La transition radicale impose donc, en premier lieu, de comprendre d’où on part. Depuis quatre siècles, le capitalisme ne cesse d’exercer son emprise sur l’humain et son environnement, mue par l’appât du gain, le désir d’accumuler sans cesse plus de capital.

« le capitalisme est une organisation sociale dont les membres sont réputés avoir pour motivation principale de gagner de l’argent afin de pouvoir gagner plus d’argent. » (p.25)

Et depuis l’avènement des Quarante Désastreuses (1980-2020), les choses se sont aggravées avec l’imposition du néolibéralisme, qui peut être défini comme le capitalisme (dans la pure tradition du libéralisme économique), mais sans la démocratie (qui était son élément compensatoire imposé par le libéralisme politique). La marchandisation à tout crin n’a plus de limites et la soif de profit, dopée par la croissance, ne cesse d’accentuer le pillage des ressources biosphériques. Ainsi, « plus de la moitié du carbone relâché dans l’atmosphère depuis 1751 l’a été après le milieu des années 1970 » (p.22). Le système capitaliste précipite ainsi la catastrophe écologique.
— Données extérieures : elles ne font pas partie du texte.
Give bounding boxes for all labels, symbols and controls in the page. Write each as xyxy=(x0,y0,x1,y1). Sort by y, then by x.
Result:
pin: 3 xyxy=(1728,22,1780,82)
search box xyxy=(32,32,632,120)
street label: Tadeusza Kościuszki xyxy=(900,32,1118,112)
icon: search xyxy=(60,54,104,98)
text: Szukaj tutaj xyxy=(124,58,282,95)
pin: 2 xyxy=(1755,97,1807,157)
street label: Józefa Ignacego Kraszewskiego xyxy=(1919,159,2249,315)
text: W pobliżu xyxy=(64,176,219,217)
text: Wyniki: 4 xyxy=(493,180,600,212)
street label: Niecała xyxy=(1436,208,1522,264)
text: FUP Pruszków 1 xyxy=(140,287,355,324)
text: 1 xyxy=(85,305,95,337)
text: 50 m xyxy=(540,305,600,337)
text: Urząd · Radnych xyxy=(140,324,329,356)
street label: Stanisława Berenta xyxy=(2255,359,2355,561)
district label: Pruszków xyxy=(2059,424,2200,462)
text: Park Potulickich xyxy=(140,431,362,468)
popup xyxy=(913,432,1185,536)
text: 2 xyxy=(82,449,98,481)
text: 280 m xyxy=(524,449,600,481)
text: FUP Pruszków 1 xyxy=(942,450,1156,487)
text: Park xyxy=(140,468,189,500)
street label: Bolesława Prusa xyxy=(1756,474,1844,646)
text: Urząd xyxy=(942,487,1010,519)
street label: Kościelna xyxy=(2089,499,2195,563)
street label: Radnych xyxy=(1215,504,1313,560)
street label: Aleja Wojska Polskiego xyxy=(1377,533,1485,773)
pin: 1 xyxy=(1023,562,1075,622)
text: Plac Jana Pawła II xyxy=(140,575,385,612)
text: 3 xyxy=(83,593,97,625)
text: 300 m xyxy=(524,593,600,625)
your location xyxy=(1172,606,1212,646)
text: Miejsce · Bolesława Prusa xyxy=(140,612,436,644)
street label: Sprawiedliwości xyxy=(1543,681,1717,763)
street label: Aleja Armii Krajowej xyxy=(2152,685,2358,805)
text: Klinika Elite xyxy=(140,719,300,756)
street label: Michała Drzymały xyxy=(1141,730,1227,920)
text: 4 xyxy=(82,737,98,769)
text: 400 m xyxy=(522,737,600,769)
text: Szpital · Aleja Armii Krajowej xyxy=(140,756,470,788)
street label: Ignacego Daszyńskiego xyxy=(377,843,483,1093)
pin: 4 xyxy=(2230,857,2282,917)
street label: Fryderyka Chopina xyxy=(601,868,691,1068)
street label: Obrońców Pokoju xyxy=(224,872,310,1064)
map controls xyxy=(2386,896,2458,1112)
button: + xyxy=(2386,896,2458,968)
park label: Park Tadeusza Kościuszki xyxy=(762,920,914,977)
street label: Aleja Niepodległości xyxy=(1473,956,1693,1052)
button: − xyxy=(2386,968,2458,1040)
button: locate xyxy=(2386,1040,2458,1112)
Nous aurions pu penser (espérer ?) que la crise de 2008-2009 avait porté un coup fatal au système en visant le cœur : le système financier américain. Or, dix ans plus tard, la Bourse atteint des sommets, la spéculation va bon train et le nombre de milliardaires a doublé. Le « capitalisme n’a pas seulement reconstitué sa position après avoir senti passer le vent du boulet, il s’est ré-armé idéologiquement. » (p.39). Le capitalisme s’est donc, une fois de plus, reconstruit sous un nouveau paradigme. Mais lequel ?

Le nouvel horizon du capitalisme

Depuis les années 2000, un nouveau régime technologique est né combinant la puissance sans cesse décuplée des ordinateurs et du réseau de communication, l’accumulation de gigantesques masses de données (big data) et le développement de l’intelligence artificielle (IA). Cette quatrième révolution industrielle, la révolution numérique, encensée dès 2016 par le fondateur du Forum économique mondial de Davos Klaus Schwab, possède ses nouveaux champions : les GAFAM (Google, Amazon, Facebook, Apple, Microsoft), ainsi que ses nouveaux territoires. Outre le cyberespace (qui a déjà prononcé sa déclaration d’indépendance en 1996 à Davos) et la Silicon Valley californienne, pensons à Zhongguancun, la Silicon Valley chinoise en passe de devenir la nouvelle Mecque de l’IA.

« un nouveau paradigme s’est mis en place dans la période qui a suivi la crise de 2008-2009. Le capitalisme a pu sauver le système financier sans avoir à le remettre en cause, puisque le scénario futuriste renforcé par les progrès de l’intelligence artificielle lui a redonné une vision de l’avenir dans laquelle l’accumulation du capital ouvre un nouvel horizon » (p.46)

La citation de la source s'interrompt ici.